B. Force generated by positive gravitational potential energy.

$\vec F = - \nabla {U_{DE}} = -\frac{{\partial {U_{DE}}}}{{\partial r}}\hat r = - \mathop {\lim}\limits_{\Delta r \to 0} \frac{{{U_{DE}}(r + \Delta r) - {U_{DE}}(r)}}{{\Delta r}}\hat r$

${U_{DE}(r)} = {k_h}\frac{{G{M^2}}}{r} = {k_h}\frac{{G{{(\frac{{4\pi }}{3}{r^3}{\rho _r})}^2}}}{r} ={k_h}G{(\frac{{4\pi }}{3})^2}{\rho _r}^2{r^5}$

${U_{DE}}(r + \Delta r) = {k_h}G{(\frac{{4\pi }}{3})^2}{\rho _{r + \Delta r}}^2{(r + \Delta r)^5}$

When considering the law of conservation of mass-energy,

${\rho _r}{r^3} = {\rho _{r + \Delta r}}{(r + \Delta r)^3}$

${\rho _{r + \Delta r}} = {\rho_r}{(\frac{r}{{r + \Delta r}})^3} = {\rho _r}(1 - 3\frac{{\Delta r}}{r} + 6{(\frac{{\Delta r}}{r})^2}...)$

${\rho _{r + \Delta r}}^2 = {\rho_r}^2(1 - 6\frac{{\Delta r}}{r} + 21{(\frac{{\Delta r}}{r})^2}...)$

${(r + \Delta r)^5} = {r^5}{(1 + \frac{{\Delta r}}{r})^5} = {r^5}(1 + 5\frac{{\Delta r}}{r} + 10{(\frac{{\Delta r}}{r})^2} + \cdots )$

$F = - \mathop {\lim }\limits_{\Delta r \to 0} \frac{{{k_h}G{{(\frac{{4\pi }}{3})}^2}[{\rho _{r + \Delta r}}{}^2{{(r + \Delta r)}^5} - \rho _r^2{r^5}]}}{{\Delta r}}$

$F \approx - \mathop {\lim }\limits_{\Delta r \to 0} \frac{{{k_h}G{{(\frac{{4\pi }}{3})}^2}{\rho _r}^2{r^5}[(1 - 6\frac{{\Delta r}}{r} + 21{{(\frac{{\Delta r}}{r})}^2})(1 + 5\frac{{\Delta r}}{r} + 10{{(\frac{{\Delta r}}{r})}^2}) - 1]}}{{\Delta r}}$

$F \approx - \mathop {\lim }\limits_{\Delta r \to 0} \frac{{{k_h}G{{(\frac{{4\pi }}{3})}^2}{\rho _r}^2{r^5}[(1 + (5 -6)\frac{{\Delta r}}{r} + (10 - 30 + 21){{(\frac{{\Delta r}}{r})}^2}) - 1]}}{{\Delta r}}$

$F \approx - \mathop {\lim}\limits_{\Delta r \to 0} {k_h}G{(\frac{{4\pi }}{3})^2}{\rho _r}^2{r^5}[ -\frac{1}{r} + (\frac{{\Delta r}}{{{r^2}}})]$

$F \approx + {k_h}G{(\frac{{4\pi}}{3})^2}{\rho _r}^2{r^5}(\frac{1}{r})$

use to $\frac{{4\pi }}{3}{r^3}{\rho _r} = M$

Therefore, the force by antigravity source which uniformly distributes

$\vec F = + (\frac{{4\pi G}}{3}){k_h(t)}M{\rho _r}r\hat r$

As a $\vec F = + k\hat r$ shape, this force is repulsive force, and is proportional to r like dark energy.

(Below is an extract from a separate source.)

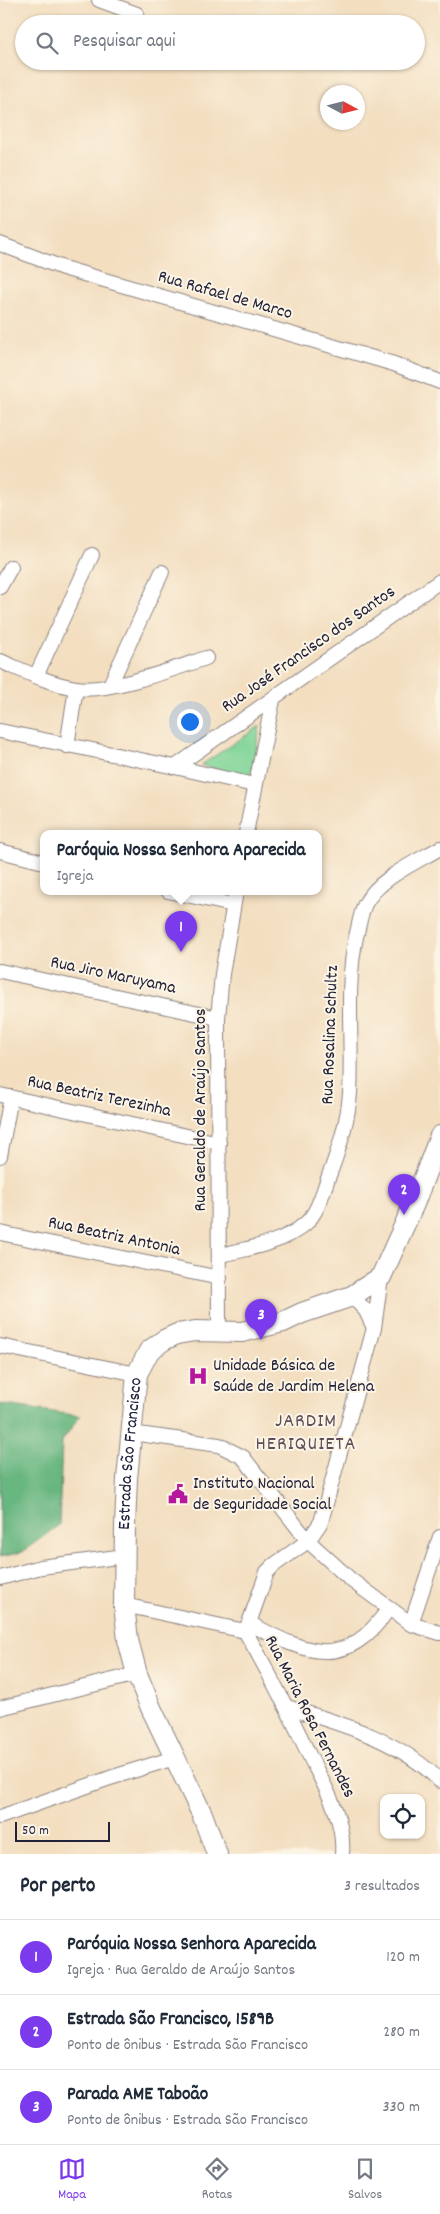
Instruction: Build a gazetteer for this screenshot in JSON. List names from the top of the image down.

If we assume that this force is the same as the existing force related to dark energy, $(\frac{{4\pi G}}{3}){k_h (t)}M{\rho _r}r = \frac{1}{3}\Lambda M{c^2}r$

$\Lambda = \frac{{4\pi G{k_h (t)}{\rho_r}}}{{{c^2}}}$

Here, the total mass, M was used, as the force by gravitational potential energy affects all particles in the three-dimensional sphere.

Then, let's figure out constant $k_h$ from the current observation results, and verify whether $\Lambda $ calculated by us is a right value.

Not mass-energy, we are measuring a gravitational effect from the observation of the universe, and supposing the existence of mass-energy corresponding to the gravitational effect.

The ratio of magnitude of gravitational effects of the present dark energy and matters can be yielded as below.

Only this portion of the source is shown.